External rewards are also important, and in this case it was mathematics, code, and formats that were rewarded on a rule basis. External rewards would be easy to design for software engineering and agents as well, which will be important now
nishio.icon
In some strong models, reinforcement learning can make them stronger
This would refute the "we've used up all the data on the Internet, so we can't be smart anymore" kind of rumor.

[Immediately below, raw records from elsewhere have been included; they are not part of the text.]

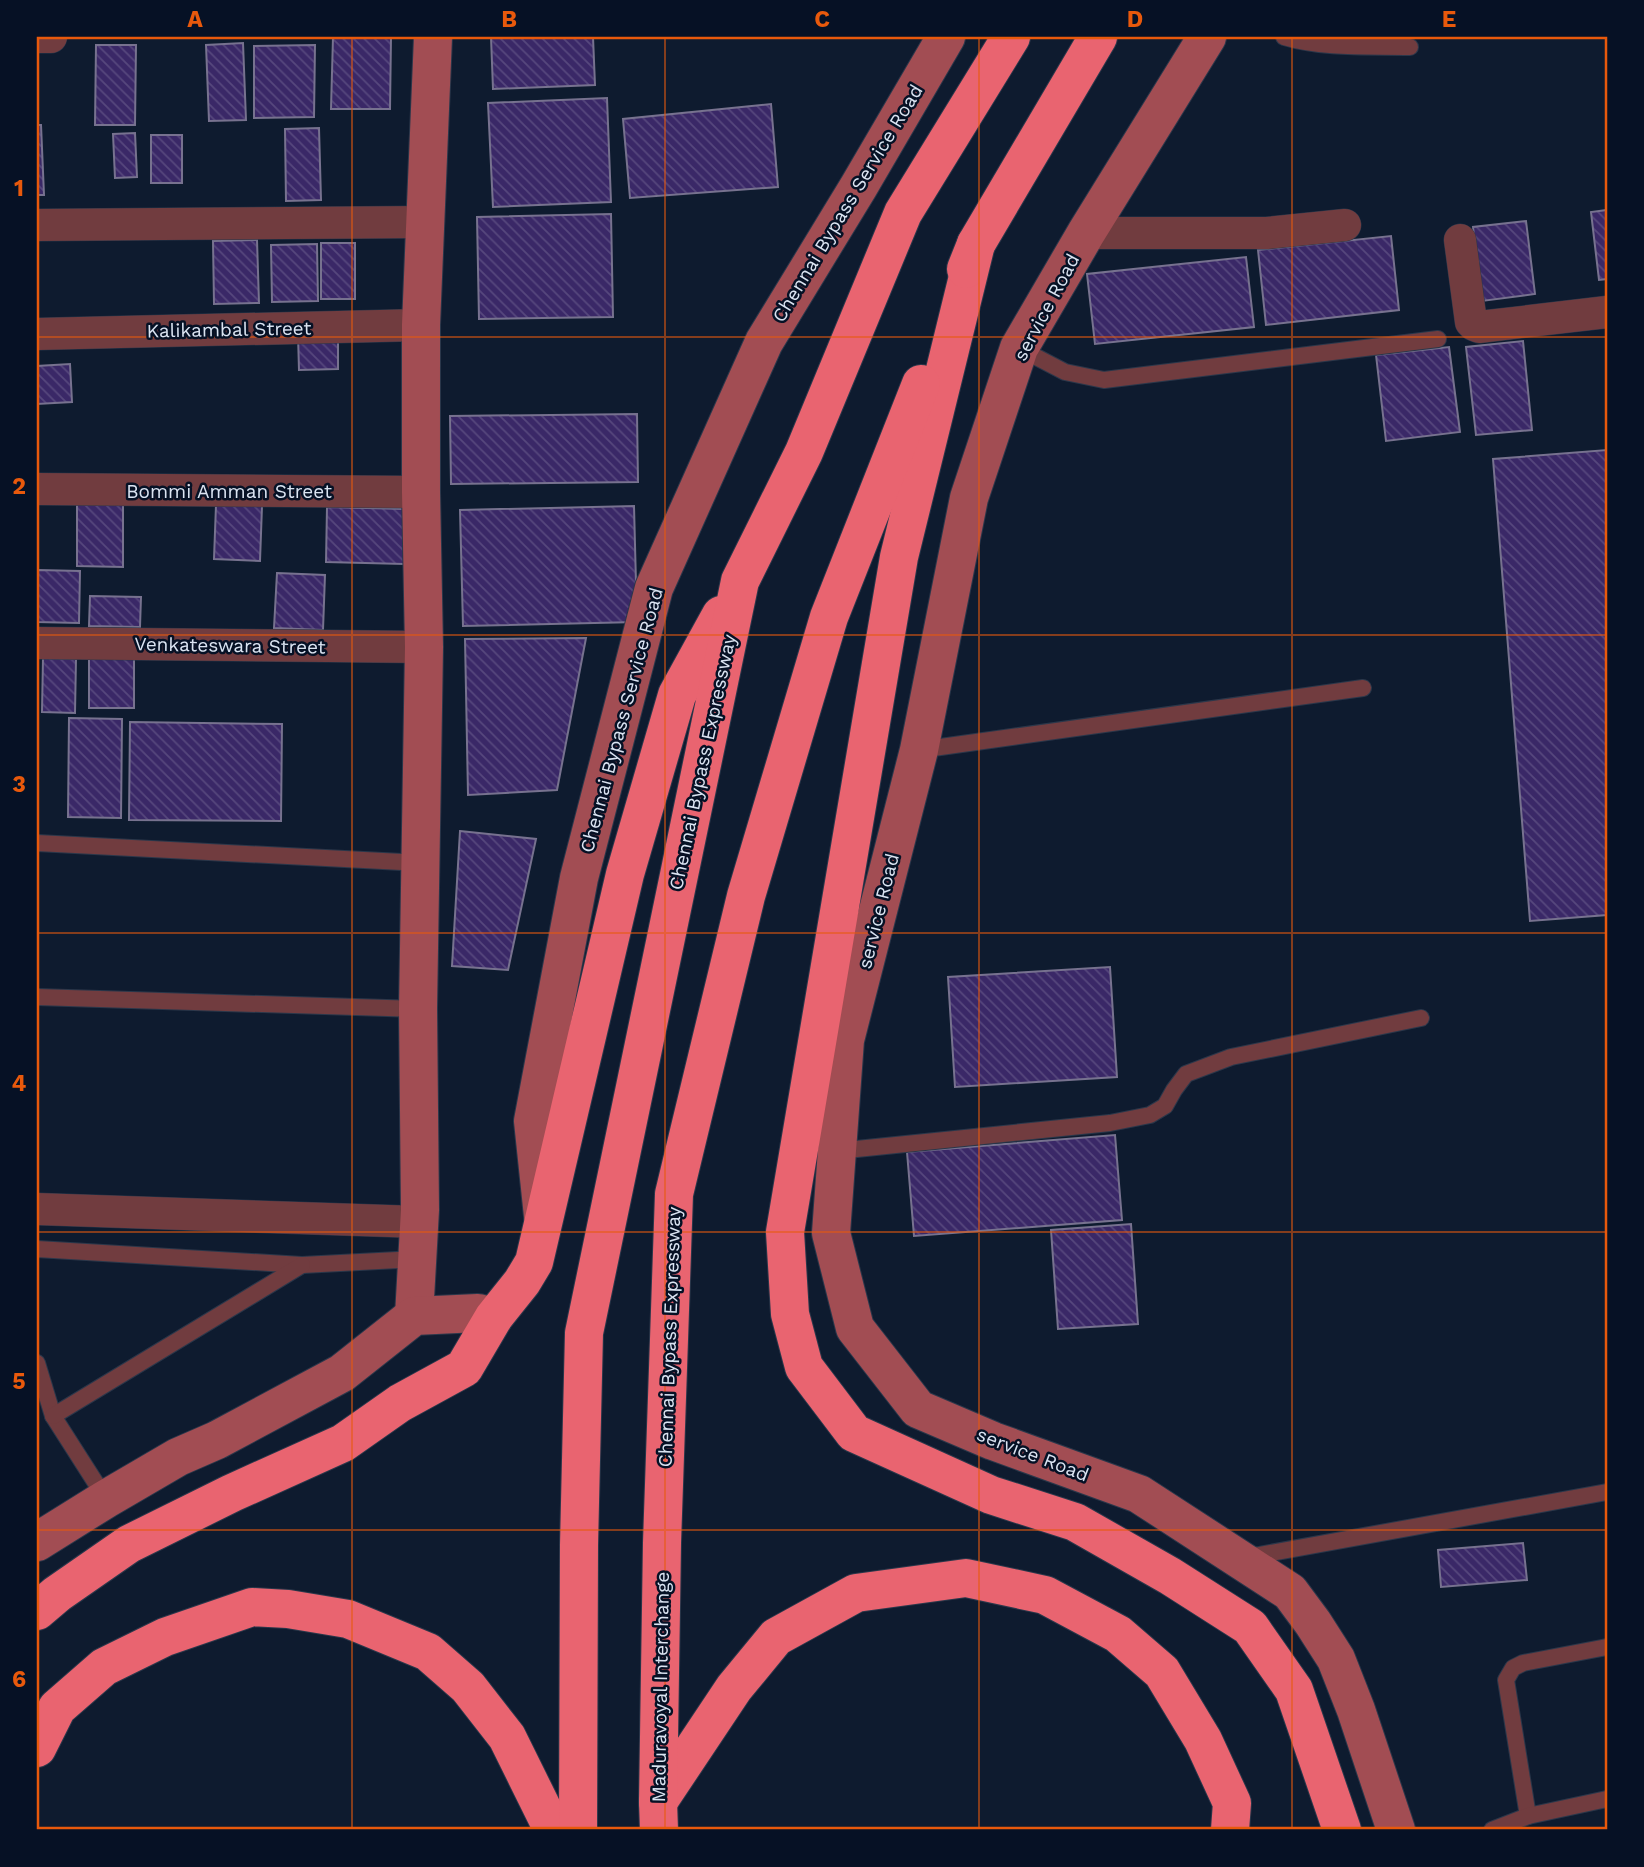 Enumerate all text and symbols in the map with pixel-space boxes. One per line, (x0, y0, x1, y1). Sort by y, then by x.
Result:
text: A (187, 6, 203, 33)
text: B (501, 6, 517, 33)
text: C (814, 6, 830, 33)
text: D (1127, 6, 1143, 33)
text: E (1442, 6, 1456, 33)
street label: Chennai Bypass Service Road (767, 80, 928, 326)
text: 1 (14, 175, 24, 202)
street label: service Road (1009, 250, 1084, 365)
street label: Kalikambal Street (146, 317, 312, 342)
text: 2 (12, 473, 26, 500)
street label: Bommi Amman Street (126, 480, 332, 503)
street label: Chennai Bypass Service Road (575, 585, 668, 855)
street label: Venkateswara Street (134, 632, 326, 659)
street label: Chennai Bypass Expressway (664, 632, 741, 892)
text: 3 (12, 771, 26, 798)
street label: service Road (853, 851, 904, 971)
text: 4 (12, 1070, 27, 1097)
street label: Chennai Bypass Expressway (653, 1206, 686, 1468)
text: 5 (12, 1368, 26, 1395)
street label: service Road (974, 1423, 1092, 1486)
street label: Maduravoyal Interchange (647, 1571, 674, 1803)
text: 6 (12, 1666, 26, 1693) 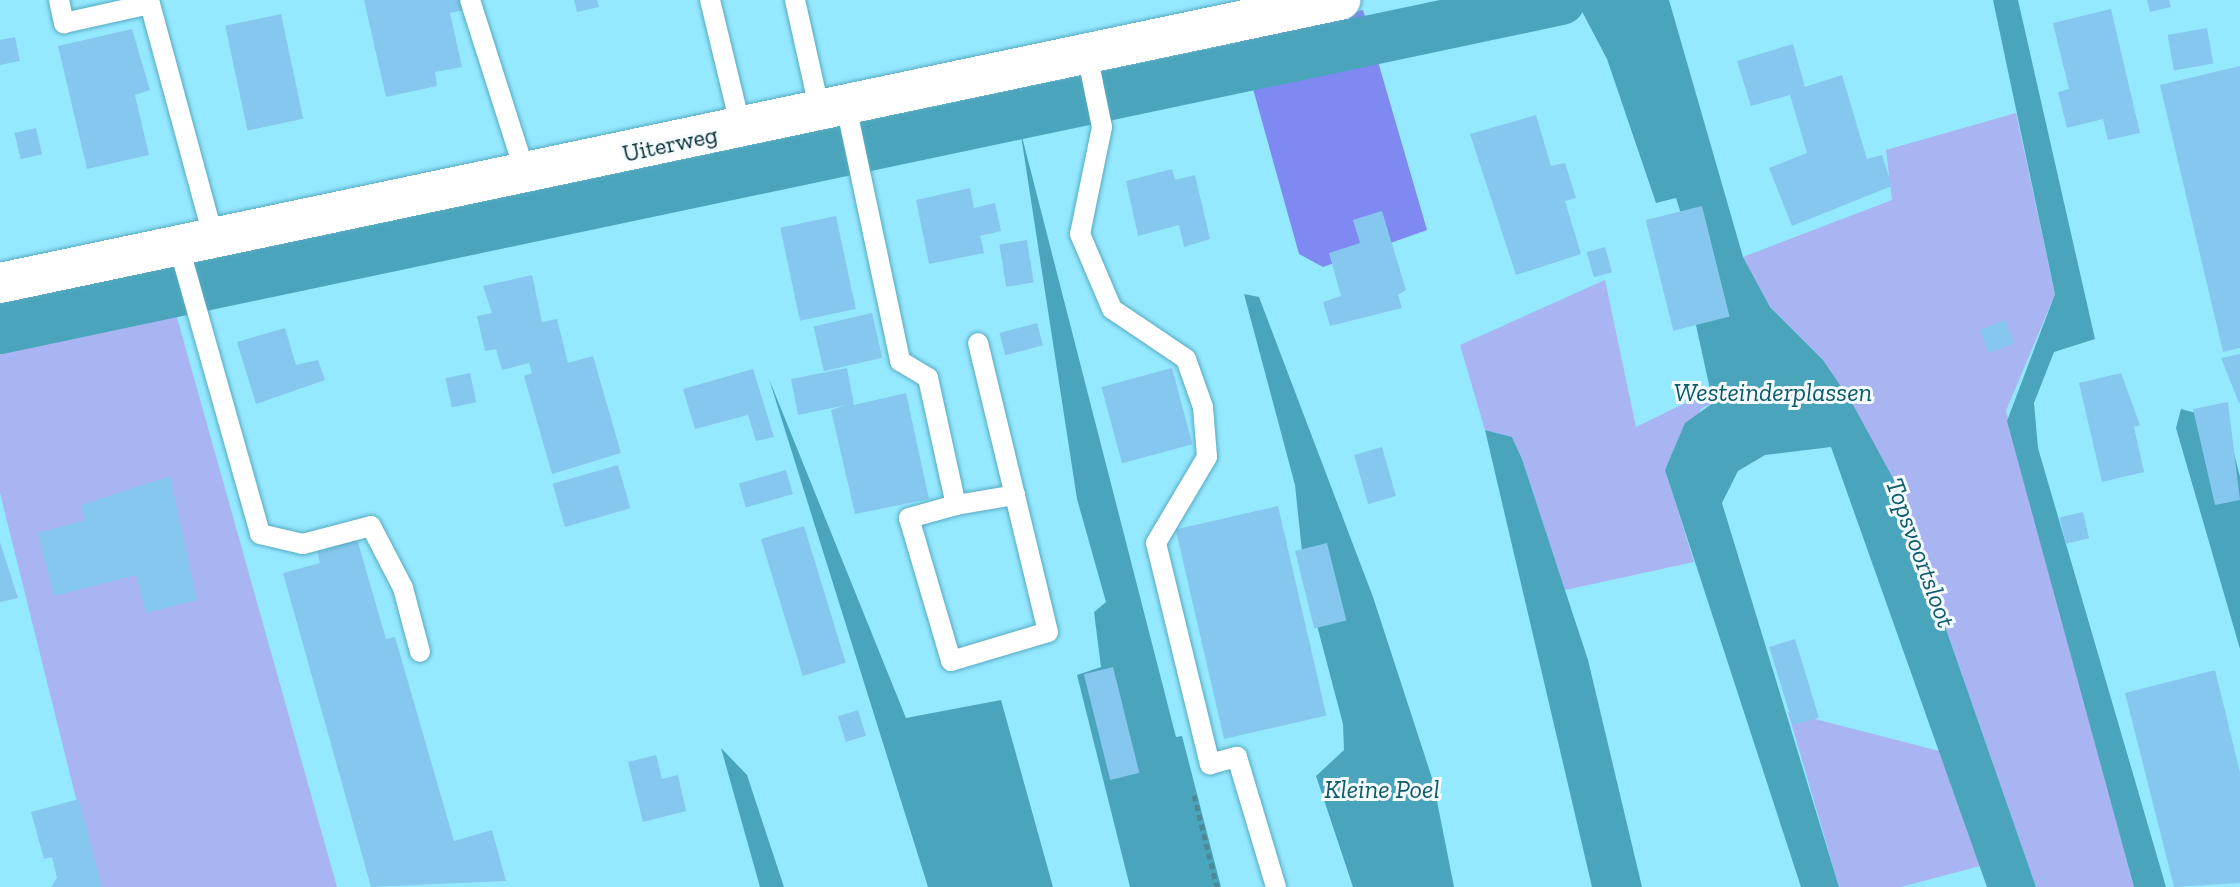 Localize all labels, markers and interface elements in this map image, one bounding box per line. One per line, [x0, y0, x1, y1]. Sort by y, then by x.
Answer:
street label: Uiterweg [620, 120, 720, 168]
water label: Westeinderplassen [1674, 377, 1872, 409]
water label: Topsvoortsloot [1878, 474, 1962, 632]
water label: Kleine Poel [1324, 774, 1440, 806] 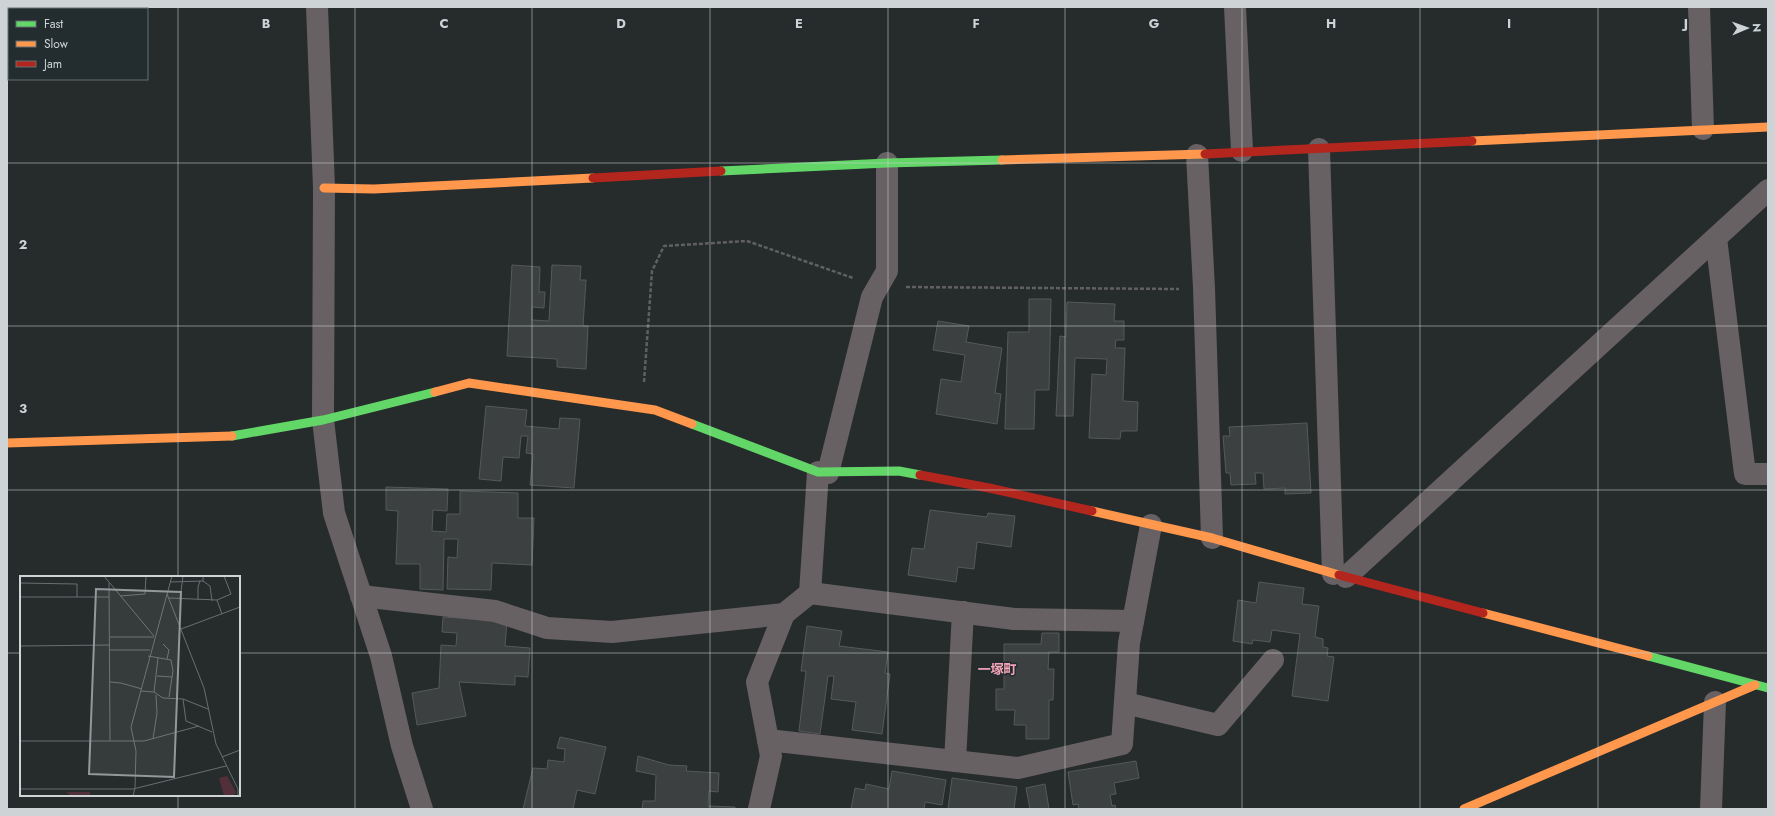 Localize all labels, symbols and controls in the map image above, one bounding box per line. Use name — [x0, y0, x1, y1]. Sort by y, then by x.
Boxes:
legend — [8, 8, 148, 80]
north arrow — [1727, 8, 1767, 48]
text: B — [262, 14, 271, 33]
text: C — [439, 14, 449, 33]
text: D — [616, 14, 626, 33]
text: E — [795, 14, 803, 33]
text: F — [972, 14, 980, 33]
text: G — [1149, 14, 1160, 33]
text: H — [1326, 14, 1336, 33]
text: I — [1507, 14, 1511, 33]
text: J — [1681, 14, 1688, 33]
text: Fast — [44, 15, 63, 33]
text: N — [1749, 23, 1765, 32]
text: Slow — [44, 35, 69, 53]
text: Jam — [42, 55, 62, 73]
text: 2 — [19, 235, 27, 254]
text: 3 — [19, 399, 27, 418]
inset map — [20, 576, 240, 796]
district label: 一塚町 — [977, 660, 1017, 679] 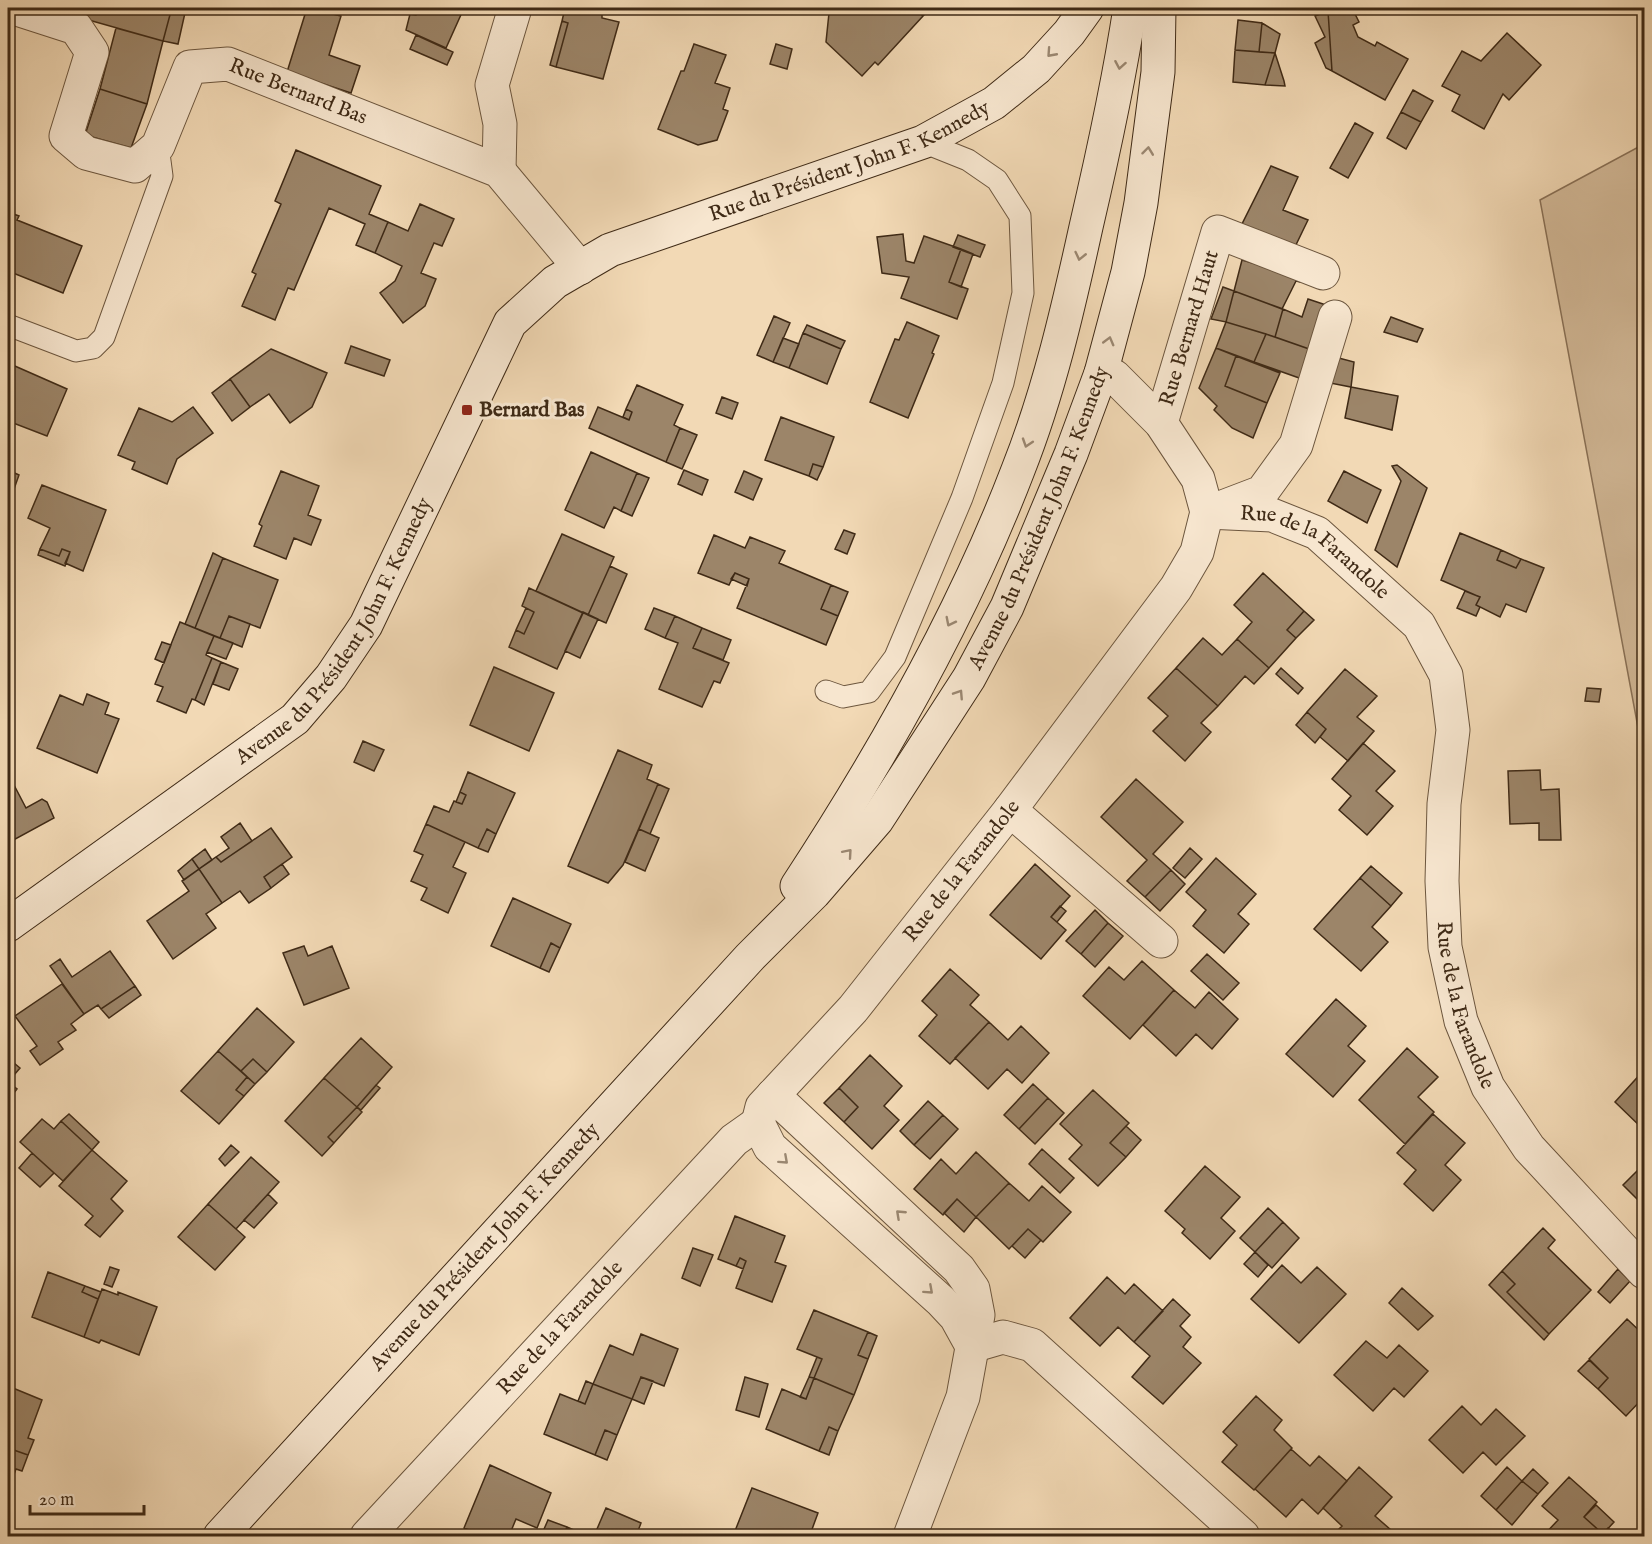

For tasks such as mathematics and programming, where the cost of determining whether the correct answer is correct or not is low, reinforcement learning using this as a reward function will help you acquire a "knack for thinking" and jump-start the rate of correct answers.
Also, the "smart large-scale model" created here became the teacher, and by learning the smaller models, the smaller models also became smarter.
https://gyazo.com/b64092d8b5a2ff91f11fdb5b884de35b
14B~32B over o1-mini
Given that 4o is sufficient for the majority of daily human tasks, 1.5B may be sufficient for some content
→The possibilities for LLM's own hosts have greatly expanded.
This code repository and the model weights are licensed under the MIT License.
Talk about the thought process being in Chinese when the instructions are in Japanese.
Maybe it happens sometimes, but as far as I've tried, it's been in English.
Run deepseek-r1:32b with ollama
It's like a mere MacBook in your hand that works so well!
Talk about a weak ethical filter compared to o1.
Don't think so.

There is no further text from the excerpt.